We focused this research on the promotion and tenure process in the context of the BTAA for three reasons. First, we had access to a broad range of colleagues in the alliance, which has a long history of academic collaboration. Second, the promotion and tenure process is relatively consistent across these research-intensive public institutions, so identifying meaningful interventions opens the possibility for broad transformative change. Third, the academic weight given to the promotion and tenure process in the American system of higher education presents us with a strategic fulcrum to leverage to make meaningful change. 

This strategy, of course, also implicates our research in the very economy of values we are seeking to transform. 

We inhabit the culture we hope to change.

Ethical candor requires us to recognize the ways our work is shaped by an economy of values that privileges those in the tenure system, that sets us into competition against one another both within our institutions and between them, that focuses on quantitative indicators of scholarly productivity as proxy measures of quality, and that seduces us in ways that cause us to forget the values we hold most dear.

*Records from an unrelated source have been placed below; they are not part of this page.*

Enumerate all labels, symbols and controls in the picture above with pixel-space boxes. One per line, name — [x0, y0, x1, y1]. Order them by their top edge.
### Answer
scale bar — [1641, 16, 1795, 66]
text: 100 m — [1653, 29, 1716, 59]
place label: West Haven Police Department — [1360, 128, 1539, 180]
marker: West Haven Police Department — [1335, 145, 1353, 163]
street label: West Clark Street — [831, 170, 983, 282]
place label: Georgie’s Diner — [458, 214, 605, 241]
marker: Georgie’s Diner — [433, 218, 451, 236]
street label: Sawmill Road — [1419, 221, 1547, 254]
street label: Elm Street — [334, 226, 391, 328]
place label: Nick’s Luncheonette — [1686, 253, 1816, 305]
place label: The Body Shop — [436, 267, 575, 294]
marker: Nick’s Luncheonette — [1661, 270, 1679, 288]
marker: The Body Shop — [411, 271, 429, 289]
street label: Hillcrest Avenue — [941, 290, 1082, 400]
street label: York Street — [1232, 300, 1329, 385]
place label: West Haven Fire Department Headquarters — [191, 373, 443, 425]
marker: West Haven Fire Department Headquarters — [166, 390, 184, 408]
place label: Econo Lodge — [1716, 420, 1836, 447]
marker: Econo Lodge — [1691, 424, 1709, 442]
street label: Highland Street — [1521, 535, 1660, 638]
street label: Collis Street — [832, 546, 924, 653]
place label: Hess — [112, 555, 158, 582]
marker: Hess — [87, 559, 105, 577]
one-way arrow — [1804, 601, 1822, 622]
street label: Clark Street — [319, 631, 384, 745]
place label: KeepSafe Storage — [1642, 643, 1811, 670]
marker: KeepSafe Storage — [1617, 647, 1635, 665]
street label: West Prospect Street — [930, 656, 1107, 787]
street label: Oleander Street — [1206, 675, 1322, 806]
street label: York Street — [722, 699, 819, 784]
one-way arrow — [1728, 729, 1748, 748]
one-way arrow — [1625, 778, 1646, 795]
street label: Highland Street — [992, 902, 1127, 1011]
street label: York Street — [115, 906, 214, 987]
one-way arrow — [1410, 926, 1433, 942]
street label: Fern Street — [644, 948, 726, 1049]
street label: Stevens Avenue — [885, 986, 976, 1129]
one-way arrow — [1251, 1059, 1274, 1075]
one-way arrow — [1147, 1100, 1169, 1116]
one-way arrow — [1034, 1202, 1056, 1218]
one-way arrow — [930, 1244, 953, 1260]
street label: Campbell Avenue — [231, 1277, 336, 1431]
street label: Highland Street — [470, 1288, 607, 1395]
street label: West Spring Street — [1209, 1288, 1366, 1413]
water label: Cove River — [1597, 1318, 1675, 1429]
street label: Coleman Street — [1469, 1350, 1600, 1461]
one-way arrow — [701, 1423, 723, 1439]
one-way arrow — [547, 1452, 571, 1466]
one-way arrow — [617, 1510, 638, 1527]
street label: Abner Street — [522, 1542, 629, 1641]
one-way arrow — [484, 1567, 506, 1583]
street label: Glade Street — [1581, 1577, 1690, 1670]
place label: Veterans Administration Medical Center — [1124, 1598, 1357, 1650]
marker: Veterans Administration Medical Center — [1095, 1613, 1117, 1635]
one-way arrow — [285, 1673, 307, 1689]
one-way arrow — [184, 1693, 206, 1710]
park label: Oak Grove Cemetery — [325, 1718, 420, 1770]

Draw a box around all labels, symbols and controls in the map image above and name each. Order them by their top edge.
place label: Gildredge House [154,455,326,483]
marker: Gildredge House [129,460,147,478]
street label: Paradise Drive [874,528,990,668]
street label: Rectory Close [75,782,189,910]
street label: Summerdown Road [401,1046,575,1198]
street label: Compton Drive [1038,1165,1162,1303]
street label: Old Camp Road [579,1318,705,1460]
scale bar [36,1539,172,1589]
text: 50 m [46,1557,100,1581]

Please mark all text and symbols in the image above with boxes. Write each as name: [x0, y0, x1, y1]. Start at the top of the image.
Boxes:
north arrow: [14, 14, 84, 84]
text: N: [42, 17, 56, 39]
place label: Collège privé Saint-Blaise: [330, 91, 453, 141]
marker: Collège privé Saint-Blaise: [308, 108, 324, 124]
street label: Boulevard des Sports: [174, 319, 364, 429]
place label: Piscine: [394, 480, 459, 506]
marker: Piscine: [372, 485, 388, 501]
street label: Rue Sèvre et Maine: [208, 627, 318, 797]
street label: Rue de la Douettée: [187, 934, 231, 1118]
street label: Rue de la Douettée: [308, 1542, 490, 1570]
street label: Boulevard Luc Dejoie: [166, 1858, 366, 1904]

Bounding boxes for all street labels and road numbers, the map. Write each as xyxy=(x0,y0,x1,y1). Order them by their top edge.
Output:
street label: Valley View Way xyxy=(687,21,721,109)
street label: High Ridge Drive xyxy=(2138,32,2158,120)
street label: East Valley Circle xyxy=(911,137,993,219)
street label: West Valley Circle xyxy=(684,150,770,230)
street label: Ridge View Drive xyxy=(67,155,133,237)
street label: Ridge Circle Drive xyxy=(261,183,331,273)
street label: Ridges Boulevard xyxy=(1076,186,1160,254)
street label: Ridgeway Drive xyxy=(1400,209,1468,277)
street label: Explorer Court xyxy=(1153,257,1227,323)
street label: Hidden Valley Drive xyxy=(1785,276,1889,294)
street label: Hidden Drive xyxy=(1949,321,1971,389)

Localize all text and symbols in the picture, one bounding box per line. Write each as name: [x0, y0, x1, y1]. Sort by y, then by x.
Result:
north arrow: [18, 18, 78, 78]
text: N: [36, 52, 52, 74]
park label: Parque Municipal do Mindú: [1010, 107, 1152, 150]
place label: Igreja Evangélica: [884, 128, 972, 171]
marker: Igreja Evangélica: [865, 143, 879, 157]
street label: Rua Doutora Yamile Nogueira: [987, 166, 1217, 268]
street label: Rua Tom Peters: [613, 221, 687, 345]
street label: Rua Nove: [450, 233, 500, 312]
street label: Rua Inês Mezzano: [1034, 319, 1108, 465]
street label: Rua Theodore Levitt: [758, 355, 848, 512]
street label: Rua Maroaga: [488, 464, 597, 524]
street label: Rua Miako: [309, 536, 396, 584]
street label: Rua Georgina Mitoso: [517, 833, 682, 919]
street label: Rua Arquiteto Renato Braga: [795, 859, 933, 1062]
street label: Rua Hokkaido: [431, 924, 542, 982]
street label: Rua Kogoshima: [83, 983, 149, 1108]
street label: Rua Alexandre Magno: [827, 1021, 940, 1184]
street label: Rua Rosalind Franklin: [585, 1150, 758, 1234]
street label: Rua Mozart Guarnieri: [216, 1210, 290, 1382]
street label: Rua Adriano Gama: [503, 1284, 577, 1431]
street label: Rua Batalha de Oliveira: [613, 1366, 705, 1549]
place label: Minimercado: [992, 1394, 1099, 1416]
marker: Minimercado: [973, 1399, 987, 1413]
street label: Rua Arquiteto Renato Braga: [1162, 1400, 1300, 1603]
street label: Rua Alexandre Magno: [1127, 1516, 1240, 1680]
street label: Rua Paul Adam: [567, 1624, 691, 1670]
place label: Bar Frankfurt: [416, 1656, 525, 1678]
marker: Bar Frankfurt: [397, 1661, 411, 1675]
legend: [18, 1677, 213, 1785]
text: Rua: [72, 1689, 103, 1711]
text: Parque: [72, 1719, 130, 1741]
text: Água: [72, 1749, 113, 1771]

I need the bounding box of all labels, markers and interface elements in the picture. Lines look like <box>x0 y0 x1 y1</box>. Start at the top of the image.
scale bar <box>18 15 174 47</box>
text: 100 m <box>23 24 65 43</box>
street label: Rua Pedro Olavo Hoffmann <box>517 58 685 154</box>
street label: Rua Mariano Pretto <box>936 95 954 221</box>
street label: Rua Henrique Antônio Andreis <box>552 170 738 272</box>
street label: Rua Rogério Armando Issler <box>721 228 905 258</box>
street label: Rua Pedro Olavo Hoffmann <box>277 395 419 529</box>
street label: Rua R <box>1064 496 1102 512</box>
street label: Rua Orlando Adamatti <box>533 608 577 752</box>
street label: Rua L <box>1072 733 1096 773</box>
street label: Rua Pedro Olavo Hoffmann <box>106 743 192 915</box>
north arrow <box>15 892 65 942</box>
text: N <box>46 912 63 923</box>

As the HuMetricsHSS team finalized the text and appendices of Walking the Talk, we found ourselves confronted with the question of authorship. Standard practices of authorship are predicated upon a conception of the scholar as a relatively autonomous individual, self-sufficient and independent, whose contributions are easily identifiable such that they can be made legible in simple terms — such as the order of names, with the first being primary. If there is some attempt to affirm the collaborative nature of the scholarship produced, individuals might be named in alphabetical order, with a note indicating equal contribution. 

Neither of these standard approaches was true to the values of equity, openness, quality, community,  and collegiality we had as a collective agreed to enact in the work we did together. Neither of these approaches captured the rich texture of the various contributions each of us had made to the creation of the publication itself. 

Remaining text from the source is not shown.